The Phoenix region has become highly competitive with several new players entering the market, said Hill, naming Smith's Food & Drug, Albertson's, Fry's Food Stores and Megafoods as examples. "A lot of new store footage had opened," he said.
"The reason for all the new players is that there is a lot of growth in the market," he said, adding that at the same time, "it also makes it very difficult to maintain the market share."
The retailer made a "conscious decision" to look to the meat department to hold on to its market share. "The bottom line is, if we are looking to move business, we look to meat."
The revamping of Abco's meat department began two years ago with the development of a private-label line called Blue Ribbon.
Supplied by the Phoenix division of Fleming Cos., Oklahoma City, the meat is the same product Abco always carried, but it was repackaged and given top billing in weekly ads. It was also made the focus of the retailer's television and radio advertising, which features customer testimonials and employee commentary.
"With our Blue Ribbon brand meat, which includes pork, chicken
and beef, we claim to be first in freshness and offer a double- your-money-back guarantee," said Hill.
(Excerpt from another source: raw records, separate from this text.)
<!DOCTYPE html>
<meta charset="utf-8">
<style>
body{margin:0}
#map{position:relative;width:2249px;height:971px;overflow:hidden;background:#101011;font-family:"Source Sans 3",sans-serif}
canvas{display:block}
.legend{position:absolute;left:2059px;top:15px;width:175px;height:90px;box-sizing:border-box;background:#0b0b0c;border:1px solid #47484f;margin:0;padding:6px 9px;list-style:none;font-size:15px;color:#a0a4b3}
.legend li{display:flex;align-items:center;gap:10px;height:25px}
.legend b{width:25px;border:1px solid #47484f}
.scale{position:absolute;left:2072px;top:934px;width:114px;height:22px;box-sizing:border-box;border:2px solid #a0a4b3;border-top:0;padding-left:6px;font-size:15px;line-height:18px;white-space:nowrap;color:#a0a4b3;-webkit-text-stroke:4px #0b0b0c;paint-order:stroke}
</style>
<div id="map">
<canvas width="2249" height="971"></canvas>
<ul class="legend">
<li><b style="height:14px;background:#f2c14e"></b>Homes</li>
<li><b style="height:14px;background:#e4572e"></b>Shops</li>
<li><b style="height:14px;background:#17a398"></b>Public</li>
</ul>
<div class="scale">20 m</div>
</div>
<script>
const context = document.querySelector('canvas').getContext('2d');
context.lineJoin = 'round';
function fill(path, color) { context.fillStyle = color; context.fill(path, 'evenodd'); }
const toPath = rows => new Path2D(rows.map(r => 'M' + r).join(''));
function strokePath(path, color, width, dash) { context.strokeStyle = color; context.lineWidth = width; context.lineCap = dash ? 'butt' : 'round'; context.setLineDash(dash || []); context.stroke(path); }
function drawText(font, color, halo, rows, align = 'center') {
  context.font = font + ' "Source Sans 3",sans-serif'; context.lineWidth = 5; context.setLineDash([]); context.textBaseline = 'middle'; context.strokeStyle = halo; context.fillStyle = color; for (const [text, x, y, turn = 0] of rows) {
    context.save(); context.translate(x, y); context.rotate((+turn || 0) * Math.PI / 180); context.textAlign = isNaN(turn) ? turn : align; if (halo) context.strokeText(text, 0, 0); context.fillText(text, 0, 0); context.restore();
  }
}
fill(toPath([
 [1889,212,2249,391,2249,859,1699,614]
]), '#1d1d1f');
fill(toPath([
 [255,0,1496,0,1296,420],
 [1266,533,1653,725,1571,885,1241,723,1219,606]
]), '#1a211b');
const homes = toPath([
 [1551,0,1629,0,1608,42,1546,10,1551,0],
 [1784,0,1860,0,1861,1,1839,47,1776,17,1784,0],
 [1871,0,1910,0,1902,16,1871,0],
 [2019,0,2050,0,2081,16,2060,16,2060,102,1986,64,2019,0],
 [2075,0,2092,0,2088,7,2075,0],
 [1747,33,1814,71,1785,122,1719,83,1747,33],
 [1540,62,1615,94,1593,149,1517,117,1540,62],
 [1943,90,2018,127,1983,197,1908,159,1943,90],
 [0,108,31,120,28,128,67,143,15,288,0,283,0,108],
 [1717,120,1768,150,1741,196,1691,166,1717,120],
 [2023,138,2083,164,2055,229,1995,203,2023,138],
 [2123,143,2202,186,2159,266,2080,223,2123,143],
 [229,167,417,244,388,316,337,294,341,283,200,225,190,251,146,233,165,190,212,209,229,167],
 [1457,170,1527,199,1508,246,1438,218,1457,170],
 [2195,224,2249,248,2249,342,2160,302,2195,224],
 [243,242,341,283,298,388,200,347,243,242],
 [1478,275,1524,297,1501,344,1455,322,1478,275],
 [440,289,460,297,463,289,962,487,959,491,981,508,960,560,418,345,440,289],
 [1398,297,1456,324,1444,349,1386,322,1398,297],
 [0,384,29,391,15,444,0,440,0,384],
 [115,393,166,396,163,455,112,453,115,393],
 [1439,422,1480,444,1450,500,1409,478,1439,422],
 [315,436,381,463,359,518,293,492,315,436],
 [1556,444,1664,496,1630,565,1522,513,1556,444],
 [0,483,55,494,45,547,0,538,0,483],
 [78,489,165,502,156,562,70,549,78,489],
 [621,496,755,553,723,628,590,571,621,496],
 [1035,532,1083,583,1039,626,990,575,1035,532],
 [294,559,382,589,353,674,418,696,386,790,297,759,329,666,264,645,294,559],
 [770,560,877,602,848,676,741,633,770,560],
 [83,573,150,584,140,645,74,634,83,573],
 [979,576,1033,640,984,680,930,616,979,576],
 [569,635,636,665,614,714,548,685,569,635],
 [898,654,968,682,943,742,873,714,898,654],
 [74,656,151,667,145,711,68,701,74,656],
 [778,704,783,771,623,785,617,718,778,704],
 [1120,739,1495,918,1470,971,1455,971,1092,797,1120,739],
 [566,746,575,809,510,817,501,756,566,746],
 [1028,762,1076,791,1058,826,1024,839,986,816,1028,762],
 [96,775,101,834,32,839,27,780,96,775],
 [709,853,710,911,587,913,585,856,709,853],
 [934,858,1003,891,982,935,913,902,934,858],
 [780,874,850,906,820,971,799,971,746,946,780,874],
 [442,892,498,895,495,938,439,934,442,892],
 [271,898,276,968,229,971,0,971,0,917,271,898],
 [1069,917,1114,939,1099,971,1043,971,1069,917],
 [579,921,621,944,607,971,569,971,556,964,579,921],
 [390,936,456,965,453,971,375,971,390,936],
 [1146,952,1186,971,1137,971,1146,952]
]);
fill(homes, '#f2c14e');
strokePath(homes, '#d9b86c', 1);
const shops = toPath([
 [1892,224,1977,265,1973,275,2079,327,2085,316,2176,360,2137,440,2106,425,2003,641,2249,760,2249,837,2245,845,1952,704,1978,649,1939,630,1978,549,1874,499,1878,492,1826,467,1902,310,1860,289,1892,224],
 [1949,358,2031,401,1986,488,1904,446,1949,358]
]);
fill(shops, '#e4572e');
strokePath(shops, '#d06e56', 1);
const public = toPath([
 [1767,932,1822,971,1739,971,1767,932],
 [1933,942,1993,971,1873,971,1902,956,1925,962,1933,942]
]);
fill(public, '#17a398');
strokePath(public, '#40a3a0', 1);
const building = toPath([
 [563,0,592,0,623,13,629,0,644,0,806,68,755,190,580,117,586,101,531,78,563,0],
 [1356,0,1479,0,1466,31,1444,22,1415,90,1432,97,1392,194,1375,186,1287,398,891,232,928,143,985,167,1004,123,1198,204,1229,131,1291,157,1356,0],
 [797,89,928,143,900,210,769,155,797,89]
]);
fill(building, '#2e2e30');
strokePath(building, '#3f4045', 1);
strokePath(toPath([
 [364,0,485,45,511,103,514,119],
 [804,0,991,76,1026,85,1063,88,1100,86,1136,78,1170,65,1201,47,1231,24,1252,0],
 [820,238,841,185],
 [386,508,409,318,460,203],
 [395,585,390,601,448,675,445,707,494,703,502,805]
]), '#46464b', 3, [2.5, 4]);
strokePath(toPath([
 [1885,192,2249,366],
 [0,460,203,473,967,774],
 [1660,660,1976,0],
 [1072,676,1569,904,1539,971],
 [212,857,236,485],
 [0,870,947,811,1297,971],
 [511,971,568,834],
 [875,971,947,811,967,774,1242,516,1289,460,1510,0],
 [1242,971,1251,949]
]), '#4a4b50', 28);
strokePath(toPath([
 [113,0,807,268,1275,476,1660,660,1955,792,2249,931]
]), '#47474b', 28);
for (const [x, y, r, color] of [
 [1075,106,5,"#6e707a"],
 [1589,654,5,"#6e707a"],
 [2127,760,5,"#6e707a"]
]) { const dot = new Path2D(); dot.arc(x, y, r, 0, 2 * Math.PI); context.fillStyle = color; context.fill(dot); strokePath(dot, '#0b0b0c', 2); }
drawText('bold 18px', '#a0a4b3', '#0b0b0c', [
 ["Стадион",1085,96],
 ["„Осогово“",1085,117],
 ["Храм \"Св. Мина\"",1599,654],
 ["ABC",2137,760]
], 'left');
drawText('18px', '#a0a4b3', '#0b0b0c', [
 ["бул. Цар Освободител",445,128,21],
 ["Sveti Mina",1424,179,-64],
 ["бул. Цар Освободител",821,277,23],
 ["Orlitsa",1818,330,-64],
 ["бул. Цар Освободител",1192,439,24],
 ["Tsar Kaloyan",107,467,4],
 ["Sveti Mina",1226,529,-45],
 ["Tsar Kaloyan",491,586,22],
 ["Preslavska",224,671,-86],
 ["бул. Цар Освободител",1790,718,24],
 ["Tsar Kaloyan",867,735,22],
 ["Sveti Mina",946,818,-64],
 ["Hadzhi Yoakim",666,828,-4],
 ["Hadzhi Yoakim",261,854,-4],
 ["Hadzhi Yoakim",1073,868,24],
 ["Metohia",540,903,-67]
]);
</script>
"Meat is the best department to differentiate ourselves from the competition," said Hill. "And meat customers are the ones we are looking for.
"Customers will be drawn in by meat features," said Hill. "Our research has shown that when you increase your traffic using meat, you will increase your total sales in that store and it turns out to be a profitable business.
"We believe that if a customer buys meat, they are going to buy profitable items to go along with it."
Due to the increased competition, Abco had fallen behind on its capital improvement plans, which called for four new stores and 10 remodels. Thanks in part to the meat promotions, those plans have recently been resumed, said Hill.
Meanwhile, the company's cost of business has been continually increasing, with labor as the largest expenditure, said Hill.
"We have to make up those costs in other areas. We chose to keep our meat grosses down and not use that department to try to increase our margins, because we are going to use this for our draw," he said.
"And if you operate in a market like we do, you sell most of your advertised merchandise below cost."
Hill said the message Abco conveys in its ads is also reflected at point of sale through packaging and use of stickers, labels and signs.
Another part of the effort is "convincing the stores to sell meat," Hill said. "It's not enough just to tell the customer what you are doing. You have to make sure that your employees know what you are trying to accomplish."
He said memos from corporate headquarters sometimes just don't get the message through. So when the department meets, it's important to communicate well with store personnel.
To do that, Hill likes to infuse a little humor into the sessions and poke fun at some of the issues that typically divide the corporate office from store personnel, he said.
In a sample video used by Abco to open one of its meat department meetings, Ken Davidson, Abco's meat merchandiser, cuts and wraps a tray of meat in fast-forward speed, then turns to the store manager, saying, "see, it doesn't take that long."
Then he models a cow costume, a "prototype uniform," he says he's considering for department personnel as a way to "maybe create some excitement."